> INSTRUCTIONS FOR THE TASK:
Please return the records below exactly as they stand.

[Dataset excerpts]
++++
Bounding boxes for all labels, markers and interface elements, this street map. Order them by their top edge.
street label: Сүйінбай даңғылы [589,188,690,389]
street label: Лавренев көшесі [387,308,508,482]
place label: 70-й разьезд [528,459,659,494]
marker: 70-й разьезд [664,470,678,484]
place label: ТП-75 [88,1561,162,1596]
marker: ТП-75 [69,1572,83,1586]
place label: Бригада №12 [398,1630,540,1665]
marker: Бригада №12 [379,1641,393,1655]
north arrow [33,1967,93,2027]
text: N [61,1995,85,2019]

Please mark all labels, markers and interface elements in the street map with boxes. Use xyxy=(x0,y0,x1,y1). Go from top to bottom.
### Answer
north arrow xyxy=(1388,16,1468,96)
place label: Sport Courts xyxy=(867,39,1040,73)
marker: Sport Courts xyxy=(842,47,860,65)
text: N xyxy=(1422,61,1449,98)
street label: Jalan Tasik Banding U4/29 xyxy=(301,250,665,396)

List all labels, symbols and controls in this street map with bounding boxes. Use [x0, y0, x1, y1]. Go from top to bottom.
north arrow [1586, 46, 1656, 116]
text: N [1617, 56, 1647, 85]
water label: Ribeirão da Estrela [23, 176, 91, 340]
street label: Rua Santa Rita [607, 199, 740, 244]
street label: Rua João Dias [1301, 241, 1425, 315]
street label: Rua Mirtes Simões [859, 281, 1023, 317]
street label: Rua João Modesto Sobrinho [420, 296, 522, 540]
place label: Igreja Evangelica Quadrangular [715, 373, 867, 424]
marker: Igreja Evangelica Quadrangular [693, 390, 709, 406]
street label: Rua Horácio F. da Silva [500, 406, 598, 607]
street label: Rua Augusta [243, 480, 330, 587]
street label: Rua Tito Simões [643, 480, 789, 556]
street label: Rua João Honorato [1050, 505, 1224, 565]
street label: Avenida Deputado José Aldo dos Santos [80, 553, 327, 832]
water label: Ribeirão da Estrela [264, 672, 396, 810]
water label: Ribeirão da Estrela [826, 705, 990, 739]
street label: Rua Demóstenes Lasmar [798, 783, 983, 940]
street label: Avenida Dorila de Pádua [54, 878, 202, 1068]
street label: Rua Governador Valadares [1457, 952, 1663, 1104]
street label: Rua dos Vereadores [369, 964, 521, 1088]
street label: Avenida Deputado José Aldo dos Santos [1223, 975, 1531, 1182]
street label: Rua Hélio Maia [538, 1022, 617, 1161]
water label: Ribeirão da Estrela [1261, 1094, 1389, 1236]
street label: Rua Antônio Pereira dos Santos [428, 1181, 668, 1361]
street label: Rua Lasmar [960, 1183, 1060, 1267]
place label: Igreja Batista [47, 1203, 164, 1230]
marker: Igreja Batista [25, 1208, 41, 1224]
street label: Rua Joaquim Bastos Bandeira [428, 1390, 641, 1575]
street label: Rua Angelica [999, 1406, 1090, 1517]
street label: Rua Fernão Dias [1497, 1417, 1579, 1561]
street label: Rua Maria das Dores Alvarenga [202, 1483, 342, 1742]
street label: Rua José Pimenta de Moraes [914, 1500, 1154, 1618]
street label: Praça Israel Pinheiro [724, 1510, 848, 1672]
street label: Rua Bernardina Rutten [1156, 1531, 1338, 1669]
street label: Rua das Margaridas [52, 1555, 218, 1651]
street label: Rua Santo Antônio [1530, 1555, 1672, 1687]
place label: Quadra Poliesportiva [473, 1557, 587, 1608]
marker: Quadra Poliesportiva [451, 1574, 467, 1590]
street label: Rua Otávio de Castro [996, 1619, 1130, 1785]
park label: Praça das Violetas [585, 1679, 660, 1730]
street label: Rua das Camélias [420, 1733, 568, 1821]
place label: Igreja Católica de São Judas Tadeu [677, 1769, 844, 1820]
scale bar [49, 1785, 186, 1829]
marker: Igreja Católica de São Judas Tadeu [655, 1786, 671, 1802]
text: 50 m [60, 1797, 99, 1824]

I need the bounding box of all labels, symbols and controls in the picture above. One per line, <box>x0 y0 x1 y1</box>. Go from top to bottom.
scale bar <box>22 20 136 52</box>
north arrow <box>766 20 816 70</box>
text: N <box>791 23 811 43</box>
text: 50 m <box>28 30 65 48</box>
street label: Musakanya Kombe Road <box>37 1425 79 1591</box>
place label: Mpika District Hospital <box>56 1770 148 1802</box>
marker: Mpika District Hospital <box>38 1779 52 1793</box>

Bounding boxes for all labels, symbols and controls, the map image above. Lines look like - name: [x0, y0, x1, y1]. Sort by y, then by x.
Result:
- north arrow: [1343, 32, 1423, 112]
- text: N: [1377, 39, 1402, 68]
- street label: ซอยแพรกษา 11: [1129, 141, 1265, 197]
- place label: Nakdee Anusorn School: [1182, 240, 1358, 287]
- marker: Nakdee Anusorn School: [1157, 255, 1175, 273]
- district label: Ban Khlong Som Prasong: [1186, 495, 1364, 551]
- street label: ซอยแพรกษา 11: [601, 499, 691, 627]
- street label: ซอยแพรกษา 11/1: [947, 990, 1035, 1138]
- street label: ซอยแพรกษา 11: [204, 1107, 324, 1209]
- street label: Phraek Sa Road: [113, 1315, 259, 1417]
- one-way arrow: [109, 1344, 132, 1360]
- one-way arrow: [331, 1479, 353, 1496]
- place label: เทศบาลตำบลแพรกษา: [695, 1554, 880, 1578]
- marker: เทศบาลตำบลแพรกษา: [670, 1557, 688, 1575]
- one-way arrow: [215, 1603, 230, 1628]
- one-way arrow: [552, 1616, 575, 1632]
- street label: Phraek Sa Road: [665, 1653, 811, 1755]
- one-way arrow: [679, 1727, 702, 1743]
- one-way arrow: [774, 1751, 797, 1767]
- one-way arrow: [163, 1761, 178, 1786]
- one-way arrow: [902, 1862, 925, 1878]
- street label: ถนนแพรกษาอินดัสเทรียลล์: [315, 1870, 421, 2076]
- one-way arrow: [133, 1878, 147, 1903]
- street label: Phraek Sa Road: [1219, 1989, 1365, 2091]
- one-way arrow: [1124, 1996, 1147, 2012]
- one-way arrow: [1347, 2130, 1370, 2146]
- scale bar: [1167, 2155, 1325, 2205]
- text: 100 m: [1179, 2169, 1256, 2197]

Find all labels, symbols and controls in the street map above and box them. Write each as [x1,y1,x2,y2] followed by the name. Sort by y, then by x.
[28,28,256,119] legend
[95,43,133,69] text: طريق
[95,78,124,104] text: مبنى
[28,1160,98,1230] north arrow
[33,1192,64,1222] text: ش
++++
> ANSWER AREA:
Bounding boxes for all labels, markers and interface elements, this street map. Order them by their top edge.
street label: Сүйінбай даңғылы [589,188,690,389]
street label: Лавренев көшесі [387,308,508,482]
place label: 70-й разьезд [528,459,659,494]
marker: 70-й разьезд [664,470,678,484]
place label: ТП-75 [88,1561,162,1596]
marker: ТП-75 [69,1572,83,1586]
place label: Бригада №12 [398,1630,540,1665]
marker: Бригада №12 [379,1641,393,1655]
north arrow [33,1967,93,2027]
text: N [61,1995,85,2019]

Please mark all labels, markers and interface elements in the street map with boxes. Use xyxy=(x0,y0,x1,y1). Go from top to bottom.
### Answer
north arrow xyxy=(1388,16,1468,96)
place label: Sport Courts xyxy=(867,39,1040,73)
marker: Sport Courts xyxy=(842,47,860,65)
text: N xyxy=(1422,61,1449,98)
street label: Jalan Tasik Banding U4/29 xyxy=(301,250,665,396)

List all labels, symbols and controls in this street map with bounding boxes. Use [x0, y0, x1, y1]. Go from top to bottom.
north arrow [1586, 46, 1656, 116]
text: N [1617, 56, 1647, 85]
water label: Ribeirão da Estrela [23, 176, 91, 340]
street label: Rua Santa Rita [607, 199, 740, 244]
street label: Rua João Dias [1301, 241, 1425, 315]
street label: Rua Mirtes Simões [859, 281, 1023, 317]
street label: Rua João Modesto Sobrinho [420, 296, 522, 540]
place label: Igreja Evangelica Quadrangular [715, 373, 867, 424]
marker: Igreja Evangelica Quadrangular [693, 390, 709, 406]
street label: Rua Horácio F. da Silva [500, 406, 598, 607]
street label: Rua Augusta [243, 480, 330, 587]
street label: Rua Tito Simões [643, 480, 789, 556]
street label: Rua João Honorato [1050, 505, 1224, 565]
street label: Avenida Deputado José Aldo dos Santos [80, 553, 327, 832]
water label: Ribeirão da Estrela [264, 672, 396, 810]
water label: Ribeirão da Estrela [826, 705, 990, 739]
street label: Rua Demóstenes Lasmar [798, 783, 983, 940]
street label: Avenida Dorila de Pádua [54, 878, 202, 1068]
street label: Rua Governador Valadares [1457, 952, 1663, 1104]
street label: Rua dos Vereadores [369, 964, 521, 1088]
street label: Avenida Deputado José Aldo dos Santos [1223, 975, 1531, 1182]
street label: Rua Hélio Maia [538, 1022, 617, 1161]
water label: Ribeirão da Estrela [1261, 1094, 1389, 1236]
street label: Rua Antônio Pereira dos Santos [428, 1181, 668, 1361]
street label: Rua Lasmar [960, 1183, 1060, 1267]
place label: Igreja Batista [47, 1203, 164, 1230]
marker: Igreja Batista [25, 1208, 41, 1224]
street label: Rua Joaquim Bastos Bandeira [428, 1390, 641, 1575]
street label: Rua Angelica [999, 1406, 1090, 1517]
street label: Rua Fernão Dias [1497, 1417, 1579, 1561]
street label: Rua Maria das Dores Alvarenga [202, 1483, 342, 1742]
street label: Rua José Pimenta de Moraes [914, 1500, 1154, 1618]
street label: Praça Israel Pinheiro [724, 1510, 848, 1672]
street label: Rua Bernardina Rutten [1156, 1531, 1338, 1669]
street label: Rua das Margaridas [52, 1555, 218, 1651]
street label: Rua Santo Antônio [1530, 1555, 1672, 1687]
place label: Quadra Poliesportiva [473, 1557, 587, 1608]
marker: Quadra Poliesportiva [451, 1574, 467, 1590]
street label: Rua Otávio de Castro [996, 1619, 1130, 1785]
park label: Praça das Violetas [585, 1679, 660, 1730]
street label: Rua das Camélias [420, 1733, 568, 1821]
place label: Igreja Católica de São Judas Tadeu [677, 1769, 844, 1820]
scale bar [49, 1785, 186, 1829]
marker: Igreja Católica de São Judas Tadeu [655, 1786, 671, 1802]
text: 50 m [60, 1797, 99, 1824]

I need the bounding box of all labels, symbols and controls in the picture above. One per line, <box>x0 y0 x1 y1</box>. Go from top to bottom.
scale bar <box>22 20 136 52</box>
north arrow <box>766 20 816 70</box>
text: N <box>791 23 811 43</box>
text: 50 m <box>28 30 65 48</box>
street label: Musakanya Kombe Road <box>37 1425 79 1591</box>
place label: Mpika District Hospital <box>56 1770 148 1802</box>
marker: Mpika District Hospital <box>38 1779 52 1793</box>

Bounding boxes for all labels, symbols and controls, the map image above. Lines look like - name: [x0, y0, x1, y1]. Sort by y, then by x.
Result:
- north arrow: [1343, 32, 1423, 112]
- text: N: [1377, 39, 1402, 68]
- street label: ซอยแพรกษา 11: [1129, 141, 1265, 197]
- place label: Nakdee Anusorn School: [1182, 240, 1358, 287]
- marker: Nakdee Anusorn School: [1157, 255, 1175, 273]
- district label: Ban Khlong Som Prasong: [1186, 495, 1364, 551]
- street label: ซอยแพรกษา 11: [601, 499, 691, 627]
- street label: ซอยแพรกษา 11/1: [947, 990, 1035, 1138]
- street label: ซอยแพรกษา 11: [204, 1107, 324, 1209]
- street label: Phraek Sa Road: [113, 1315, 259, 1417]
- one-way arrow: [109, 1344, 132, 1360]
- one-way arrow: [331, 1479, 353, 1496]
- place label: เทศบาลตำบลแพรกษา: [695, 1554, 880, 1578]
- marker: เทศบาลตำบลแพรกษา: [670, 1557, 688, 1575]
- one-way arrow: [215, 1603, 230, 1628]
- one-way arrow: [552, 1616, 575, 1632]
- street label: Phraek Sa Road: [665, 1653, 811, 1755]
- one-way arrow: [679, 1727, 702, 1743]
- one-way arrow: [774, 1751, 797, 1767]
- one-way arrow: [163, 1761, 178, 1786]
- one-way arrow: [902, 1862, 925, 1878]
- street label: ถนนแพรกษาอินดัสเทรียลล์: [315, 1870, 421, 2076]
- one-way arrow: [133, 1878, 147, 1903]
- street label: Phraek Sa Road: [1219, 1989, 1365, 2091]
- one-way arrow: [1124, 1996, 1147, 2012]
- one-way arrow: [1347, 2130, 1370, 2146]
- scale bar: [1167, 2155, 1325, 2205]
- text: 100 m: [1179, 2169, 1256, 2197]

Find all labels, symbols and controls in the street map above and box them. Write each as [x1,y1,x2,y2] followed by the name. Sort by y, then by x.
[28,28,256,119] legend
[95,43,133,69] text: طريق
[95,78,124,104] text: مبنى
[28,1160,98,1230] north arrow
[33,1192,64,1222] text: ش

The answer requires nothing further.